── Given records

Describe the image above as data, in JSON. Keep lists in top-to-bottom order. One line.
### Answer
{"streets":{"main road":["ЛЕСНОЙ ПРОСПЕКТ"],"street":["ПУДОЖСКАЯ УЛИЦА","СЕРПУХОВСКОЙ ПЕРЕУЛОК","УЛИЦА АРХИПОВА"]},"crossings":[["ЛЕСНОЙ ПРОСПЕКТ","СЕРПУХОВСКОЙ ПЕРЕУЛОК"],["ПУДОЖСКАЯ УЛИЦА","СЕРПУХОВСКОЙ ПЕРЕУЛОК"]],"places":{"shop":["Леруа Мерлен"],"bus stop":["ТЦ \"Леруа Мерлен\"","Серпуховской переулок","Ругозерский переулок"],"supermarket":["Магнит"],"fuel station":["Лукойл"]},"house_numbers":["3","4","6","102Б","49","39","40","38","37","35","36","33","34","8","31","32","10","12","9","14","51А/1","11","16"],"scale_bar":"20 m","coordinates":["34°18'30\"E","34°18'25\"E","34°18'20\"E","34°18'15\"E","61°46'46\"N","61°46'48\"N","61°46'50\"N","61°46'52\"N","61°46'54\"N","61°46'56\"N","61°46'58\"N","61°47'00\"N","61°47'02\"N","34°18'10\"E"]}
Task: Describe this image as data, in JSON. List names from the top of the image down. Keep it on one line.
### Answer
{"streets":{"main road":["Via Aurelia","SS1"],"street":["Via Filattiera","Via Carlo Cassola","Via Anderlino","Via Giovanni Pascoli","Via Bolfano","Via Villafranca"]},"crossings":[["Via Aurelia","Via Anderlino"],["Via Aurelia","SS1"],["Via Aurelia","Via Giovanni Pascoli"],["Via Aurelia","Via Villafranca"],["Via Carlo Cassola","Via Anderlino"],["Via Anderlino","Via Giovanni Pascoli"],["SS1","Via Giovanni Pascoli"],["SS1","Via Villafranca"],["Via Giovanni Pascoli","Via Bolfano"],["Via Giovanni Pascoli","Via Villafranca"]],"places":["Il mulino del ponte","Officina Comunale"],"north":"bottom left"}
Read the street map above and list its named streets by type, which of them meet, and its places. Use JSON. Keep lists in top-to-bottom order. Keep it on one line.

────

§ What is expected:
The task calls for each record to be returned verbatim.

§ Response:
Describe the image above as data, in JSON. Keep lists in top-to-bottom order. One line.
### Answer
{"streets":{"main road":["ЛЕСНОЙ ПРОСПЕКТ"],"street":["ПУДОЖСКАЯ УЛИЦА","СЕРПУХОВСКОЙ ПЕРЕУЛОК","УЛИЦА АРХИПОВА"]},"crossings":[["ЛЕСНОЙ ПРОСПЕКТ","СЕРПУХОВСКОЙ ПЕРЕУЛОК"],["ПУДОЖСКАЯ УЛИЦА","СЕРПУХОВСКОЙ ПЕРЕУЛОК"]],"places":{"shop":["Леруа Мерлен"],"bus stop":["ТЦ \"Леруа Мерлен\"","Серпуховской переулок","Ругозерский переулок"],"supermarket":["Магнит"],"fuel station":["Лукойл"]},"house_numbers":["3","4","6","102Б","49","39","40","38","37","35","36","33","34","8","31","32","10","12","9","14","51А/1","11","16"],"scale_bar":"20 m","coordinates":["34°18'30\"E","34°18'25\"E","34°18'20\"E","34°18'15\"E","61°46'46\"N","61°46'48\"N","61°46'50\"N","61°46'52\"N","61°46'54\"N","61°46'56\"N","61°46'58\"N","61°47'00\"N","61°47'02\"N","34°18'10\"E"]}
Task: Describe this image as data, in JSON. List names from the top of the image down. Keep it on one line.
### Answer
{"streets":{"main road":["Via Aurelia","SS1"],"street":["Via Filattiera","Via Carlo Cassola","Via Anderlino","Via Giovanni Pascoli","Via Bolfano","Via Villafranca"]},"crossings":[["Via Aurelia","Via Anderlino"],["Via Aurelia","SS1"],["Via Aurelia","Via Giovanni Pascoli"],["Via Aurelia","Via Villafranca"],["Via Carlo Cassola","Via Anderlino"],["Via Anderlino","Via Giovanni Pascoli"],["SS1","Via Giovanni Pascoli"],["SS1","Via Villafranca"],["Via Giovanni Pascoli","Via Bolfano"],["Via Giovanni Pascoli","Via Villafranca"]],"places":["Il mulino del ponte","Officina Comunale"],"north":"bottom left"}
Read the street map above and list its named streets by type, which of them meet, and its places. Use JSON. Keep lists in top-to-bottom order. Keep it on one line.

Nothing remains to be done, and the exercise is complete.